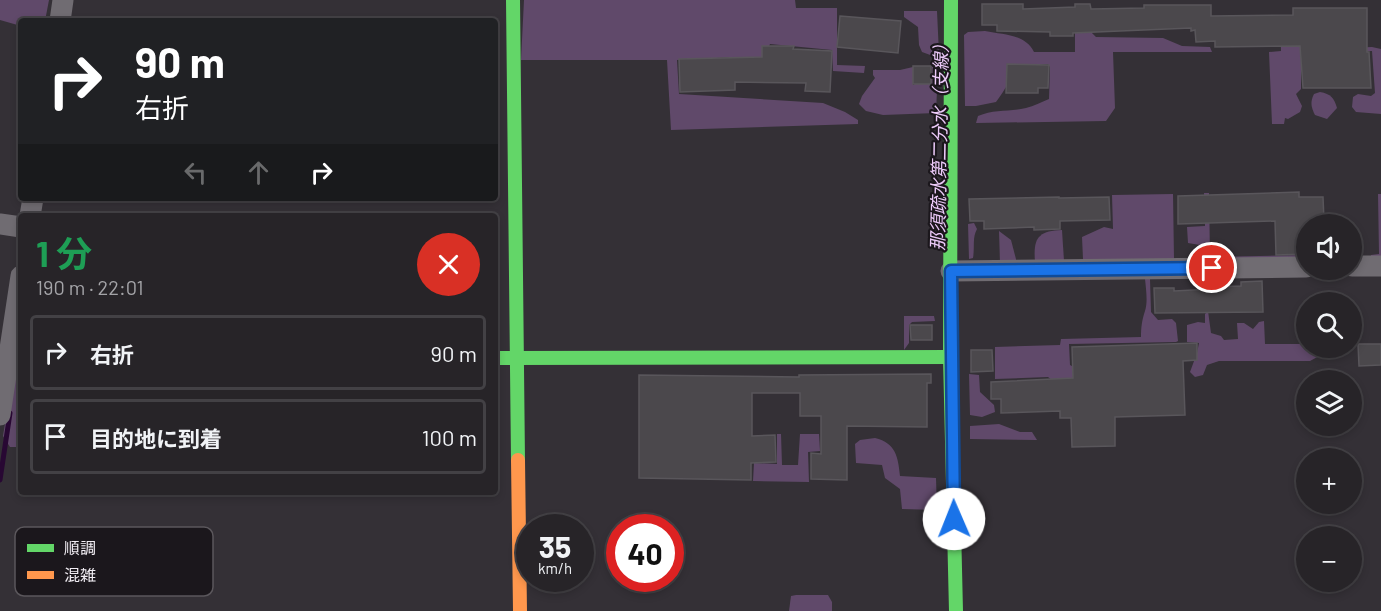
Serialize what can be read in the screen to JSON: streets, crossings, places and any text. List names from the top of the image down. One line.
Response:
{"water":["那須疏水第二分水（支線）"],"legend":["順調","混雑"],"page":{"turn":["90 m","右折"],"heading":["1 分","190 m · 22:01"],"map_buttons":["+","−"],"list":[{"name":"右折","value":"90 m"},{"name":"目的地に到着","value":"100 m"}],"speed":"35 km/h","limit":"40"}}
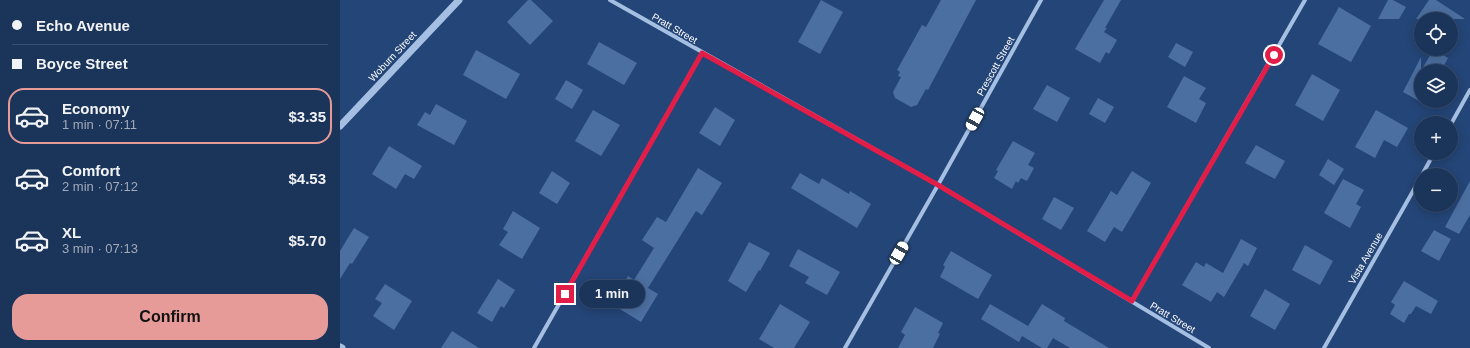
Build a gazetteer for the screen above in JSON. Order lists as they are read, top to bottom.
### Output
{
  "streets": {
    "street": [
      "Pratt Street",
      "Woburn Street",
      "Prescott Street",
      "Vista Avenue"
    ]
  },
  "crossings": [
    ["Pratt Street", "Prescott Street"]
  ],
  "page": {
    "banner": ["Echo Avenue", "Boyce Street"],
    "map_buttons": ["+", "−"],
    "list": [
      {
        "name": "Economy",
        "note": "1 min · 07:11",
        "value": "$3.35"
      },
      {
        "name": "Comfort",
        "note": "2 min · 07:12",
        "value": "$4.53"
      },
      {
        "name": "XL",
        "note": "3 min · 07:13",
        "value": "$5.70"
      }
    ],
    "bubble": "1 min",
    "buttons": "Confirm"
  }
}
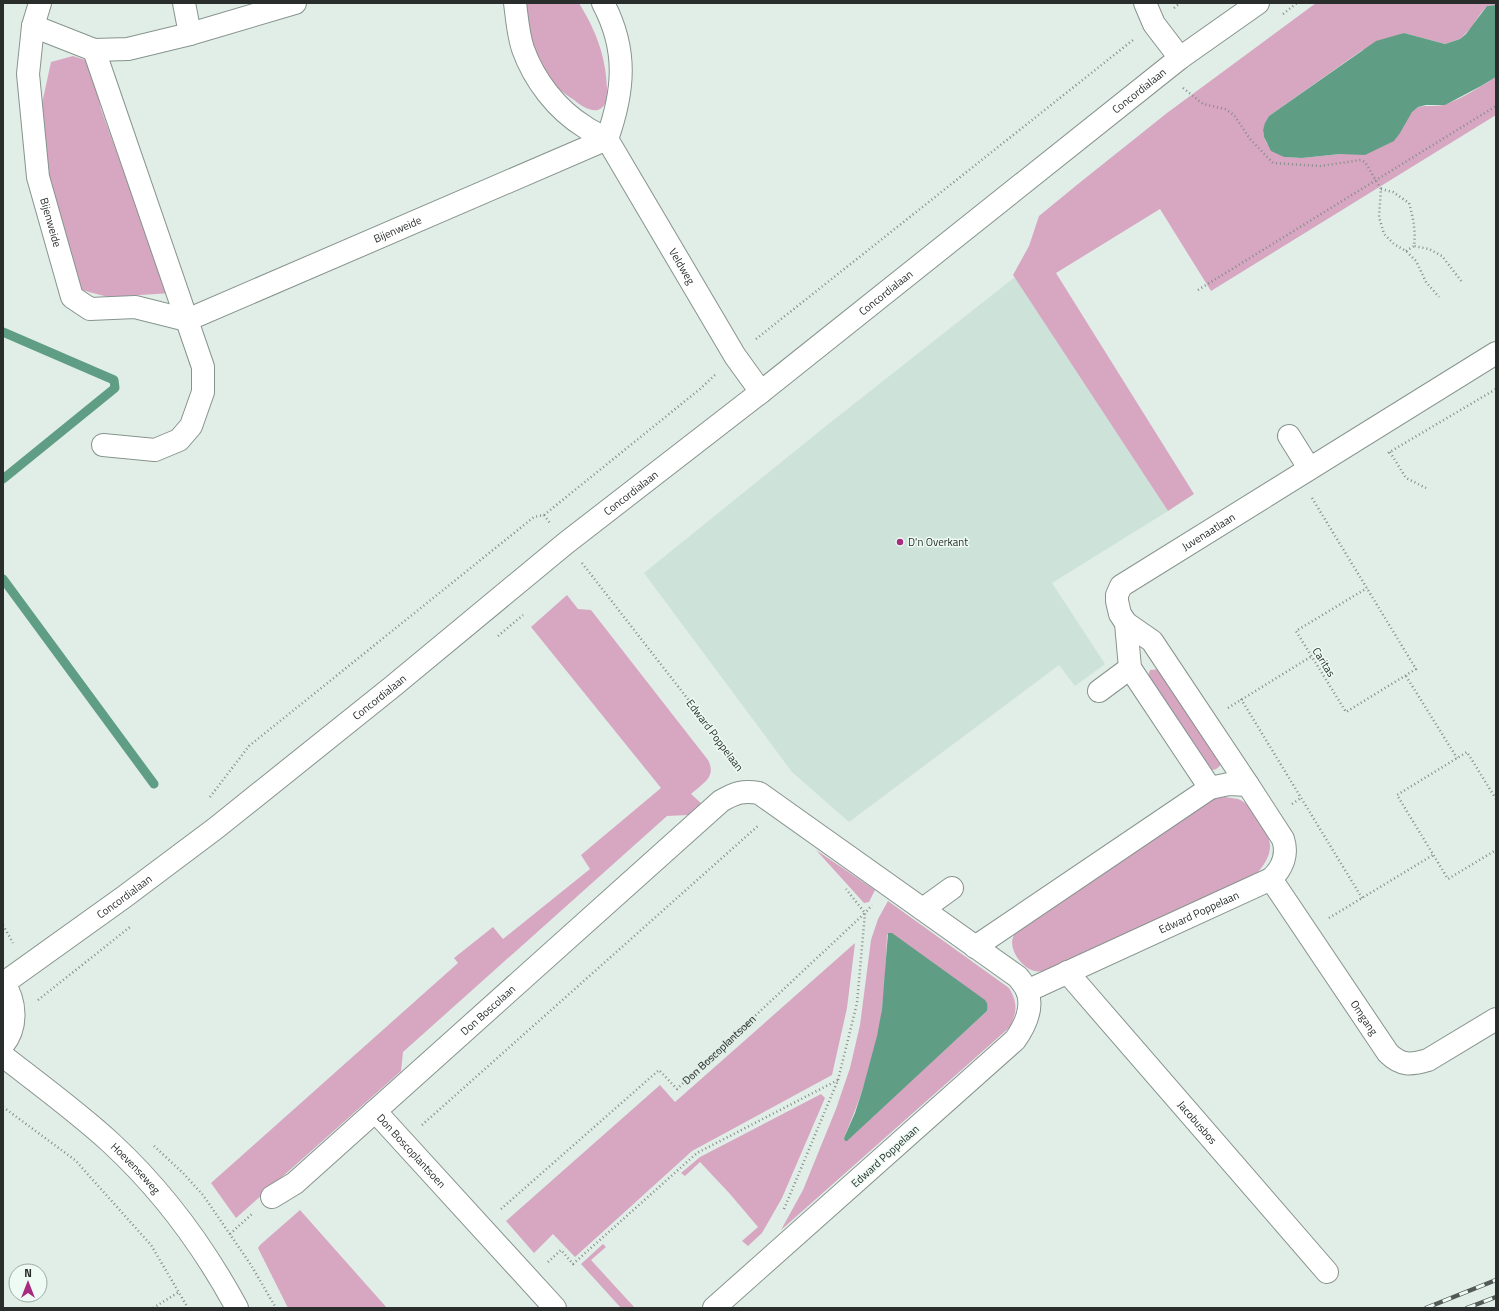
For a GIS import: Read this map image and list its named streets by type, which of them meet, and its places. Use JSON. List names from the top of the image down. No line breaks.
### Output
{"streets":{"street":["Concordialaan","Bijenweide","Veldweg","Juvenaatlaan","Edward Poppelaan","Don Boscolaan","Omgang","Don Boscoplantsoen","Jacobusbos","Hoevenseweg"],"path":["Caritas"]},"crossings":[["Concordialaan","Veldweg"],["Concordialaan","Edward Poppelaan"],["Bijenweide","Veldweg"],["Edward Poppelaan","Don Boscolaan"],["Edward Poppelaan","Omgang"],["Edward Poppelaan","Jacobusbos"],["Don Boscolaan","Don Boscoplantsoen"]],"places":["D'n Overkant"],"north":"top"}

------------------------

- [Prompt]: Each line of the material that contains the string "image" has to be copied out.

- [Your response]:
Serialize what can be read in the screen to JSON: streets, crossings, places and any text. List names from the top of the image down. One line.
For a GIS import: Read this map image and list its named streets by type, which of them meet, and its places. Use JSON. List names from the top of the image down. No line breaks.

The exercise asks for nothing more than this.